What to do
Your answer is one number: the count of lines below that hold the word "stream".

Given information
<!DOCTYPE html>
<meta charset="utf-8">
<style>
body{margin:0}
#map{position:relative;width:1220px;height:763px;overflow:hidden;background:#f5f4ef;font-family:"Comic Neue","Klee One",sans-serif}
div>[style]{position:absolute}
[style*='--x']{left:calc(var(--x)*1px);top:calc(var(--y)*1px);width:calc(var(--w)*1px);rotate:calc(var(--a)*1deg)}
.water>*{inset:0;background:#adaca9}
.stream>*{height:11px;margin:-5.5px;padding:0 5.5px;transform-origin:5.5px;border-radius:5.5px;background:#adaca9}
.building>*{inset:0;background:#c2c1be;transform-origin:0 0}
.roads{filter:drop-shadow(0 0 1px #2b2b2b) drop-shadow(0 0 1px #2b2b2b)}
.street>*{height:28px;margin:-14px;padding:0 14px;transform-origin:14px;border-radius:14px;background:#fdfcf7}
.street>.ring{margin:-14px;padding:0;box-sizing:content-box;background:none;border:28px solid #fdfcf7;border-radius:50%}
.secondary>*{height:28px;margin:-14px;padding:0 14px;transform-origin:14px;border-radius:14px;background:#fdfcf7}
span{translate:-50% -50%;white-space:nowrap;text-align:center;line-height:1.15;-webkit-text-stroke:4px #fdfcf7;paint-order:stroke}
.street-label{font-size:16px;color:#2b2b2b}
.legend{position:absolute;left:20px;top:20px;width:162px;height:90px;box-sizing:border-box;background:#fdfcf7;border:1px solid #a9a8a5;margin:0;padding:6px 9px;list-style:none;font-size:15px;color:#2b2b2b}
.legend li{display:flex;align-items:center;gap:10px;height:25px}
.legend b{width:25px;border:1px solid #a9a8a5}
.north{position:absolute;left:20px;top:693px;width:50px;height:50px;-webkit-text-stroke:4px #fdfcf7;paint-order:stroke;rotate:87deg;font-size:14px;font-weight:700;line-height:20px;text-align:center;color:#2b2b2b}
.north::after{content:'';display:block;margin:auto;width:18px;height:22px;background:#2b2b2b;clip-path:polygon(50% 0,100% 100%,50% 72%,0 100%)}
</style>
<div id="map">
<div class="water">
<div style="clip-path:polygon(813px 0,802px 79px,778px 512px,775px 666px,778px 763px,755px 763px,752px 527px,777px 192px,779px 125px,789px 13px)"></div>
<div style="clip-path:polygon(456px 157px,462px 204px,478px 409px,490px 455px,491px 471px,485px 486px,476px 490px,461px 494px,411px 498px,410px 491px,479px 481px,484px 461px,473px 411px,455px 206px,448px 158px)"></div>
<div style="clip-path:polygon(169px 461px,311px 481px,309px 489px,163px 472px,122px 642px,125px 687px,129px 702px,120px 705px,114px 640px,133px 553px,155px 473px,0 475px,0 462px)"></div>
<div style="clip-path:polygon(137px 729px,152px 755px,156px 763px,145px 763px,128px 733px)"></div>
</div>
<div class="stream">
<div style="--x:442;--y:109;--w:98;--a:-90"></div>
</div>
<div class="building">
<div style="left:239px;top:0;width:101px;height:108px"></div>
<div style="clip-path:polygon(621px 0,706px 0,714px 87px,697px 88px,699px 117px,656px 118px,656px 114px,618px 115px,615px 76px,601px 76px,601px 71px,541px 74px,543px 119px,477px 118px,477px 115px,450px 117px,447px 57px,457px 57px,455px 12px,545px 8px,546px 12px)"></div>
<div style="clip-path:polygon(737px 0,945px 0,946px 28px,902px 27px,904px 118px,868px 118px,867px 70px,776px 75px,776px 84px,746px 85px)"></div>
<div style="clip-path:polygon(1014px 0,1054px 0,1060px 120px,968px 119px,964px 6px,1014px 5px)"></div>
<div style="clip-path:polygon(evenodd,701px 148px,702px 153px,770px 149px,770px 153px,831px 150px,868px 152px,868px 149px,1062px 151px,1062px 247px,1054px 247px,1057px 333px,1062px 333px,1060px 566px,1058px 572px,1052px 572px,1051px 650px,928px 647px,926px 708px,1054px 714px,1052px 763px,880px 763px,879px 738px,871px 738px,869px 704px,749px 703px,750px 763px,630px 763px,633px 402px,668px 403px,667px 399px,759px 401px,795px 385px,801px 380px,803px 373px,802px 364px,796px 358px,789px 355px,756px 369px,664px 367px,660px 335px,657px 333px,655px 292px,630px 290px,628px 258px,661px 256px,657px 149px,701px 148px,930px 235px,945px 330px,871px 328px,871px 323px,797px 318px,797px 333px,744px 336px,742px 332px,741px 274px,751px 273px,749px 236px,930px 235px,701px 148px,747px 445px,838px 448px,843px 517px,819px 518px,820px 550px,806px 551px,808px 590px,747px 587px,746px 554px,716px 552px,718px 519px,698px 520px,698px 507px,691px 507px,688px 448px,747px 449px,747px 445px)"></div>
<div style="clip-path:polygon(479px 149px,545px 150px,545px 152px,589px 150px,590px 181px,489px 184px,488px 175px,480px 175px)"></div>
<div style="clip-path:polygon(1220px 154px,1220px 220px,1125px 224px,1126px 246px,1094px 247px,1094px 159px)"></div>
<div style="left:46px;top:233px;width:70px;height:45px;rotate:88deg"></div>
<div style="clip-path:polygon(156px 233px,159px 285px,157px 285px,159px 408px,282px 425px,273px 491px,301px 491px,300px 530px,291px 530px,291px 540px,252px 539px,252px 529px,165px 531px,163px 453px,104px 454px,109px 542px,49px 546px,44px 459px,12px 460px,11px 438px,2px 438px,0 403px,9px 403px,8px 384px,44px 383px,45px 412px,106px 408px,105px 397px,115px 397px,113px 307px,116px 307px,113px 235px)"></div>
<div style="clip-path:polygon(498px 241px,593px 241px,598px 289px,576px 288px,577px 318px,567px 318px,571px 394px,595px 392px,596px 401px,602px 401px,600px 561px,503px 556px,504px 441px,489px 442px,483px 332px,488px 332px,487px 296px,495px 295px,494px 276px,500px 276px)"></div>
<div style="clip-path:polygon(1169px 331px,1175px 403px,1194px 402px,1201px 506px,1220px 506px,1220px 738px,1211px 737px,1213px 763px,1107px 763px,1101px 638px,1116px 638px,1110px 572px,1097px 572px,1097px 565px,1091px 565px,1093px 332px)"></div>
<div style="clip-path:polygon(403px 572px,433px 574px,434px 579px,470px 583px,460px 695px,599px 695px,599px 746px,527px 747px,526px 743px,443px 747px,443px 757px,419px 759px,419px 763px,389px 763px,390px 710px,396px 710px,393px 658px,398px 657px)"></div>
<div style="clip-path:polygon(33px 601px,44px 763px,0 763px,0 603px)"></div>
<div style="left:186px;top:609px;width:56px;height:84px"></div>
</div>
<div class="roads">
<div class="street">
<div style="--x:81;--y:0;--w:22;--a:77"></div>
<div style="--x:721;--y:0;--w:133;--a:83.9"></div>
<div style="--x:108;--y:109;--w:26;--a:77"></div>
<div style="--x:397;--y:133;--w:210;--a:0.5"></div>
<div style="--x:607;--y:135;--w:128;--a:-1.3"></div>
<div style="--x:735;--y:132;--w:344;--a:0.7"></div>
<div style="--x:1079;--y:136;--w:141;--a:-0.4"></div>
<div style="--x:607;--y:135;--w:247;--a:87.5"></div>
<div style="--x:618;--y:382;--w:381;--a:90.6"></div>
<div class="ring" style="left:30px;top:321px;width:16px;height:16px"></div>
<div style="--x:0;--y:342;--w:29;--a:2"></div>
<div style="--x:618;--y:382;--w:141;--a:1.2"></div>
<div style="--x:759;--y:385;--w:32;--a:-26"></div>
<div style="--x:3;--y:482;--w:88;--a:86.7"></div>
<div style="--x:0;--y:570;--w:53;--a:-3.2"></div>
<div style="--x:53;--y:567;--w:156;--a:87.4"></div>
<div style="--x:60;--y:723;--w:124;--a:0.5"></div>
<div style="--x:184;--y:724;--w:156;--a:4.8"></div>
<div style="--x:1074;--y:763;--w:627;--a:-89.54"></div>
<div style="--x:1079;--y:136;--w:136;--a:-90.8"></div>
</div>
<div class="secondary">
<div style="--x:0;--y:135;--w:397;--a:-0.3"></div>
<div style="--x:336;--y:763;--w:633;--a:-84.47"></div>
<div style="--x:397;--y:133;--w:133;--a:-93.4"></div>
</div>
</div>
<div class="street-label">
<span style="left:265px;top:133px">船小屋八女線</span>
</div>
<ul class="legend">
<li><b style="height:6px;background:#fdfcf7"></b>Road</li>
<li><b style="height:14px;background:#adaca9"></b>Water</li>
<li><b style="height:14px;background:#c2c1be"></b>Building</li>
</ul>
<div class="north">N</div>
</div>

Solution to the exercise
2